**Try it:**
Taking the line with "const ctx = document.querySelector('canvas').getContext('2d');" as the first and the line with "function fillPath(path, color)" as the last, set down exactly every line in that range from the entries below, and no more.

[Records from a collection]
______

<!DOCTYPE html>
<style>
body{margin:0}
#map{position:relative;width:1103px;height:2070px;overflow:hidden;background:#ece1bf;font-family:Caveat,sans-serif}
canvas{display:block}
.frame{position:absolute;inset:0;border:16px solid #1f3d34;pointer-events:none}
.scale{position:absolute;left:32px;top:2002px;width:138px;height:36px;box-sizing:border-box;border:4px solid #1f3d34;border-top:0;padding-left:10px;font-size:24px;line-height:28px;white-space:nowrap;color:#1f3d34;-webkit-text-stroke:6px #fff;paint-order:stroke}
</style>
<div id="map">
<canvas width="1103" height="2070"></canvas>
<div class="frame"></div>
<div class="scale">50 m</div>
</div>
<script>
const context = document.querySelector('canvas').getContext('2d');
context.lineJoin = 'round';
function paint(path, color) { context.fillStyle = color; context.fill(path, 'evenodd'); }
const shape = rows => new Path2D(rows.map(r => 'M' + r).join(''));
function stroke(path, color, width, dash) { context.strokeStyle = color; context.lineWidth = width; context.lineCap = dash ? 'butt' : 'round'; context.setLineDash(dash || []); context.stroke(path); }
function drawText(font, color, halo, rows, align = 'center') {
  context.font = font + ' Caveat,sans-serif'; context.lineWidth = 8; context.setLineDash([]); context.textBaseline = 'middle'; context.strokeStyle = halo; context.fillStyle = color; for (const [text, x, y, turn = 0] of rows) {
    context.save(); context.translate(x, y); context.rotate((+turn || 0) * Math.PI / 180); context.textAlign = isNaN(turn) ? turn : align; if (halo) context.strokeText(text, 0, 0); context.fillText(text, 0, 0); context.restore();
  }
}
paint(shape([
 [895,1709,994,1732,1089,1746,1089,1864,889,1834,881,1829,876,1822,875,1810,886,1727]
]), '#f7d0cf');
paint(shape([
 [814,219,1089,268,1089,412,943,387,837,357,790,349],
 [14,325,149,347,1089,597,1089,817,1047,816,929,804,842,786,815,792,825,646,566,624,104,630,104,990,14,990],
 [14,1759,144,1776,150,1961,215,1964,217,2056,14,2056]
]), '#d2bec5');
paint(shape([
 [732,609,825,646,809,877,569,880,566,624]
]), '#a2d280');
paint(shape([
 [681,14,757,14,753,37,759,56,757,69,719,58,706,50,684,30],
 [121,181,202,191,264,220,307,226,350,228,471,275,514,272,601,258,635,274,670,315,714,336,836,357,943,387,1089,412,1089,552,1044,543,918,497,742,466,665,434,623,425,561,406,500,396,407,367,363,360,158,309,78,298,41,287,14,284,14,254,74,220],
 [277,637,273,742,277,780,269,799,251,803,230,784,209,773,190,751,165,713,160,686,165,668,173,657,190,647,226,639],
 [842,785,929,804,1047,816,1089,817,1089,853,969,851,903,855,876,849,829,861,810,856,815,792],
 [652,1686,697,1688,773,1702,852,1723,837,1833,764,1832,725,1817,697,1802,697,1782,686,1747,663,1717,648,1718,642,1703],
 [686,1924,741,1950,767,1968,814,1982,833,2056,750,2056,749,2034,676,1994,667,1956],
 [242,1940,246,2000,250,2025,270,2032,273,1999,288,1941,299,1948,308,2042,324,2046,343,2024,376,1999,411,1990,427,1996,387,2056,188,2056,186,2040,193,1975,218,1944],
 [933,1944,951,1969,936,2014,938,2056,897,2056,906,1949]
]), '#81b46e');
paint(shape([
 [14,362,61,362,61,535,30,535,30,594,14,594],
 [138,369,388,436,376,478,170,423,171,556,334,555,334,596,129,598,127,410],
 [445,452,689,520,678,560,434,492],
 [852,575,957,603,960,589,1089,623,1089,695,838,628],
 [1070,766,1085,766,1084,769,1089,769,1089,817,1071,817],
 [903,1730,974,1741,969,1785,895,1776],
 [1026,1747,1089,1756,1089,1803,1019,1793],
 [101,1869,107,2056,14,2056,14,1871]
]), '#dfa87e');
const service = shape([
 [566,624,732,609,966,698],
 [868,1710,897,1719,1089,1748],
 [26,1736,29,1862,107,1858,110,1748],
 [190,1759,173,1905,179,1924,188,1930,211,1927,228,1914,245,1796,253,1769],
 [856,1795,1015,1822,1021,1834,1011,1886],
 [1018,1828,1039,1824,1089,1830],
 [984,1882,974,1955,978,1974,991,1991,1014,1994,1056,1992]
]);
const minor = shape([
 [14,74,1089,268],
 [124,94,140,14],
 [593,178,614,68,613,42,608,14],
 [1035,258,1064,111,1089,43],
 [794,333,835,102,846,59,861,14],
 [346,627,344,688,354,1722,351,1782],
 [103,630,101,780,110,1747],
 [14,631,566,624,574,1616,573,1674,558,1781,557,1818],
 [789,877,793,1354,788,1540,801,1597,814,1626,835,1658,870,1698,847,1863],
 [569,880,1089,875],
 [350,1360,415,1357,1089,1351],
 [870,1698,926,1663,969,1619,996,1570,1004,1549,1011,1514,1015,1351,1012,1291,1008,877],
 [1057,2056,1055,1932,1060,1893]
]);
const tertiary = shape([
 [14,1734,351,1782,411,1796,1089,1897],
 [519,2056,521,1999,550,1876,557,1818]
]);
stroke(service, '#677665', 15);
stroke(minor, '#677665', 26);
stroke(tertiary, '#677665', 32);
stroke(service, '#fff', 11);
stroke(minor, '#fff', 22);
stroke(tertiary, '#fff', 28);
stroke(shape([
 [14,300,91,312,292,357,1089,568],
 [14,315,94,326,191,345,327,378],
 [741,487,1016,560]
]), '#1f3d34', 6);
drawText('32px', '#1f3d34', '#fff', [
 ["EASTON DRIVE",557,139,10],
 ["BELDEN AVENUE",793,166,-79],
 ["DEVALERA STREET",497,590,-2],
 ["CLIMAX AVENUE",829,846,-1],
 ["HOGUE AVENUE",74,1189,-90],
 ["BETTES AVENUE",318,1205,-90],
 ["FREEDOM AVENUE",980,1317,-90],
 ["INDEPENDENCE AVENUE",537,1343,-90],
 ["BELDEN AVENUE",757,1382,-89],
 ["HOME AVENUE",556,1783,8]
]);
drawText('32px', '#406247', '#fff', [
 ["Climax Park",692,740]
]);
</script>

______

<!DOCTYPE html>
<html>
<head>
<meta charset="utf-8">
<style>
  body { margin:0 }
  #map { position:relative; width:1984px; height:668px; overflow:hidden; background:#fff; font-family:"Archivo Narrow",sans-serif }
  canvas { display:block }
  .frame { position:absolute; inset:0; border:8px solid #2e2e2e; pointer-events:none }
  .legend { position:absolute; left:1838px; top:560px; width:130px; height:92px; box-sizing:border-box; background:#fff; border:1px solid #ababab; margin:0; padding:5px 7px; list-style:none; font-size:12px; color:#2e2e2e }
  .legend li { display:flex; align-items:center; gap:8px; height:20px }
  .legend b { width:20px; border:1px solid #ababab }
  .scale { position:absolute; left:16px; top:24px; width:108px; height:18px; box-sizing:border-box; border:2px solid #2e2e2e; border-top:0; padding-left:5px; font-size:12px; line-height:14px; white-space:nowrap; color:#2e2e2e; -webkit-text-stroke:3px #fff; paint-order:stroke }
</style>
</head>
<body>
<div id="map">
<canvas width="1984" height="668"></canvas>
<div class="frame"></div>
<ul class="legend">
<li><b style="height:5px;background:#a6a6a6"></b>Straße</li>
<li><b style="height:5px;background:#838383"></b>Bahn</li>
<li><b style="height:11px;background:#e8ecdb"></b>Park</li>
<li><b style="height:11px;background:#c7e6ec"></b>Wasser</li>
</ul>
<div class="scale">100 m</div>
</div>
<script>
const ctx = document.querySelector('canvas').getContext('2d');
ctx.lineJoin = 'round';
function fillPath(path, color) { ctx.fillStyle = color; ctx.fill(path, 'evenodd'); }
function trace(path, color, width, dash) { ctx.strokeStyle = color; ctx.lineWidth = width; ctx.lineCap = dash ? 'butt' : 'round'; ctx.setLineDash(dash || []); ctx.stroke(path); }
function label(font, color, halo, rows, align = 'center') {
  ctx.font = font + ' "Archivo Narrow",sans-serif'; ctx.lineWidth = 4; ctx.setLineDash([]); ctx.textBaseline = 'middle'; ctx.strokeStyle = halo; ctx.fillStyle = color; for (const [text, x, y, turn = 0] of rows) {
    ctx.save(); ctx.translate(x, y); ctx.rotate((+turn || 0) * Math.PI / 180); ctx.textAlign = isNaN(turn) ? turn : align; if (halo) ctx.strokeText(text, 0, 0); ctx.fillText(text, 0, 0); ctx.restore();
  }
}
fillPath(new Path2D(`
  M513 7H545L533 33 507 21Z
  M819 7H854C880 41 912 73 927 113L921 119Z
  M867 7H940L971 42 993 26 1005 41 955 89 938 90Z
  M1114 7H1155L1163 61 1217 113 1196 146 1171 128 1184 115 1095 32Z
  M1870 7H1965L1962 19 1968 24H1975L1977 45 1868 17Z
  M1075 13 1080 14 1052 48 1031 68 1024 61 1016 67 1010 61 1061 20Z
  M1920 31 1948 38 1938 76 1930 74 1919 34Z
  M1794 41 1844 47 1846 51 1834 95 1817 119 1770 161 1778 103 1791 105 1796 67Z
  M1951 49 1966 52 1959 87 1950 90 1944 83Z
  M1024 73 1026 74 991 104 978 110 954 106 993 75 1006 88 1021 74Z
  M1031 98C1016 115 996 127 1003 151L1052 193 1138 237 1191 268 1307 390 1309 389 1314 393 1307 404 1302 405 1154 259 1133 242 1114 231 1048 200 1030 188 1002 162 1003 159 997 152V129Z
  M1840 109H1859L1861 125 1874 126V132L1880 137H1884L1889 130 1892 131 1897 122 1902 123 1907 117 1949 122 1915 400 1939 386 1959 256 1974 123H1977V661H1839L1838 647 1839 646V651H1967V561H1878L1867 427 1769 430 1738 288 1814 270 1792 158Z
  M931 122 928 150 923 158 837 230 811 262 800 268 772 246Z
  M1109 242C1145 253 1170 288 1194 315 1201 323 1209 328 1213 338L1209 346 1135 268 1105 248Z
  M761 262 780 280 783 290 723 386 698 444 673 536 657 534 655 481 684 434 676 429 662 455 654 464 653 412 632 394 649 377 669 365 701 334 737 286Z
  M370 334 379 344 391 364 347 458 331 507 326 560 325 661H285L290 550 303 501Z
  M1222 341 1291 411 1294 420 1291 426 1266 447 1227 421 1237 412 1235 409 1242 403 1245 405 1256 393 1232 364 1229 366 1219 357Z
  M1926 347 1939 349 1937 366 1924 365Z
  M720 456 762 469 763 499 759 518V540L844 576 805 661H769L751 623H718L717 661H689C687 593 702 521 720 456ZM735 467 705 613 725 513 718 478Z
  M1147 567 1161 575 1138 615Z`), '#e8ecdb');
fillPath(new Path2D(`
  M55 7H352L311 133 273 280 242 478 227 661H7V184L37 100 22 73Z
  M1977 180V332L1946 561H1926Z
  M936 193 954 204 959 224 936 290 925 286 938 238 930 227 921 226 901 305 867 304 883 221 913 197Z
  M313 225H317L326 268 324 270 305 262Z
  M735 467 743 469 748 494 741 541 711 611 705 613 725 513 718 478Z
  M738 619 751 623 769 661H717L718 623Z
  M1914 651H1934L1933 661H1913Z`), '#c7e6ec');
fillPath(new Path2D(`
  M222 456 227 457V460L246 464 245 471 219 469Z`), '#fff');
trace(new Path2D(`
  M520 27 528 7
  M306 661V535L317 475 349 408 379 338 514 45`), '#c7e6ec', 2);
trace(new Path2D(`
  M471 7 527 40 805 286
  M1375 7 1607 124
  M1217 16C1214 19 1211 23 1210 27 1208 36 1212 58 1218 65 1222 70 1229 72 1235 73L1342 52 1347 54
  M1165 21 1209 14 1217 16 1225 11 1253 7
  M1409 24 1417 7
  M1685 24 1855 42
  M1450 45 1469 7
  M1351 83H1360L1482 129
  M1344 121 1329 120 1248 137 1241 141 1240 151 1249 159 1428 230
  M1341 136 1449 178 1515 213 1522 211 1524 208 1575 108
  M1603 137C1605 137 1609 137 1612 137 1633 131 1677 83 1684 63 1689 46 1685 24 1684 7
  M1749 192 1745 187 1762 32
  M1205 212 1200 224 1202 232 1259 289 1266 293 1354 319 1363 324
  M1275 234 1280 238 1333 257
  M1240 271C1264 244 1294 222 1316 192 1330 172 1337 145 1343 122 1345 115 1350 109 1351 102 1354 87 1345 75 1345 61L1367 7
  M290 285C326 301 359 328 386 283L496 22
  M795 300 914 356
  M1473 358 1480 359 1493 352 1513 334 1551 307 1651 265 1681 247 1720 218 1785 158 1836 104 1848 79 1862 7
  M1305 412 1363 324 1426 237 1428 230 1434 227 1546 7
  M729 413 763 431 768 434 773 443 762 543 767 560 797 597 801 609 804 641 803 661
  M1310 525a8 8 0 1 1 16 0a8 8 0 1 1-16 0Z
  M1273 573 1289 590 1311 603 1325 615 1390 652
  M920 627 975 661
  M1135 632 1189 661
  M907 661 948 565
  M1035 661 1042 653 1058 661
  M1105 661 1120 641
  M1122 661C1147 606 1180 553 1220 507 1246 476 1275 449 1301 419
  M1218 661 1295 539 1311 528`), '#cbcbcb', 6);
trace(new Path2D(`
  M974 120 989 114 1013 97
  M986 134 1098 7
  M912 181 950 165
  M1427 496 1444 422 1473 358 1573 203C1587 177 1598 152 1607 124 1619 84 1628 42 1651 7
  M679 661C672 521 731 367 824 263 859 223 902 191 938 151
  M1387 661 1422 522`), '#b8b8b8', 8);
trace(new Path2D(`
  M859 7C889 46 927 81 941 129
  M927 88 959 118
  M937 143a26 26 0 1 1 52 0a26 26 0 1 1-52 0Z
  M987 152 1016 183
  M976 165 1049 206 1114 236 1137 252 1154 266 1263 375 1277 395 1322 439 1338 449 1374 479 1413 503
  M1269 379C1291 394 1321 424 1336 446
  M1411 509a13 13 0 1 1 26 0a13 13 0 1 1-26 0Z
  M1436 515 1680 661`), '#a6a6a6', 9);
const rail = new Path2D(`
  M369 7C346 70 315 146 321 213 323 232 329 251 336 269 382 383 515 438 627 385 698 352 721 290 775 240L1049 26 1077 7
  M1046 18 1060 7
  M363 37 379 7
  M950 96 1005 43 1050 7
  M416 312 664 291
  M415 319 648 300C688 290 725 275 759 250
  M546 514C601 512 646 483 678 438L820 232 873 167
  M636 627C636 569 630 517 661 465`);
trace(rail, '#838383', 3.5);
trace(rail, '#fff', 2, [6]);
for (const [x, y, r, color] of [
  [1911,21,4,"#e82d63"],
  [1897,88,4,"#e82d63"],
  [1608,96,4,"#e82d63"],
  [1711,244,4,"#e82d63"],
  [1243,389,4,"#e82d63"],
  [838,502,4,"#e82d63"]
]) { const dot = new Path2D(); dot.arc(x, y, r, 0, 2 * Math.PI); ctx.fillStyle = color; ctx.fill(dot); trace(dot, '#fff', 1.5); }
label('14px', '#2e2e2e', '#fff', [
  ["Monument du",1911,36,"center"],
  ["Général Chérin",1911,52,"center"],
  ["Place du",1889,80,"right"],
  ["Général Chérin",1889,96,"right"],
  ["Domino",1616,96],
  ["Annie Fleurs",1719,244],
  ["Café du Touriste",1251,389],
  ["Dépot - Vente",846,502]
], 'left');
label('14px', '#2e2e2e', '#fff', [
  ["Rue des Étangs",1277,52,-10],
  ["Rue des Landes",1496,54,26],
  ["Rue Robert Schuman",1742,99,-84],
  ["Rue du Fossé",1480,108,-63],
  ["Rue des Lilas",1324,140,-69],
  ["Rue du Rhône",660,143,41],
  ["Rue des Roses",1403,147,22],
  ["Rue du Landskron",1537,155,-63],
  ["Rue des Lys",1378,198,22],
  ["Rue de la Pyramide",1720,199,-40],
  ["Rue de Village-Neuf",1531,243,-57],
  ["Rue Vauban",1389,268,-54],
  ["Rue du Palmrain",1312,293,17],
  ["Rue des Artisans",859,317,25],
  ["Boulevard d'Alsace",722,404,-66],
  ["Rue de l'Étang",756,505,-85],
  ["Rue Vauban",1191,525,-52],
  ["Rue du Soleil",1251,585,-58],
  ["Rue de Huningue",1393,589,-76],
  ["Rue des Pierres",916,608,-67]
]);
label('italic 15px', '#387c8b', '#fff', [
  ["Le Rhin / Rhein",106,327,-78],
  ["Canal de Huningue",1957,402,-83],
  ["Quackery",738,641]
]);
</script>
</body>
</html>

______

**Your response:**
const ctx = document.querySelector('canvas').getContext('2d');
ctx.lineJoin = 'round';
function fillPath(path, color) { ctx.fillStyle = color; ctx.fill(path, 'evenodd'); }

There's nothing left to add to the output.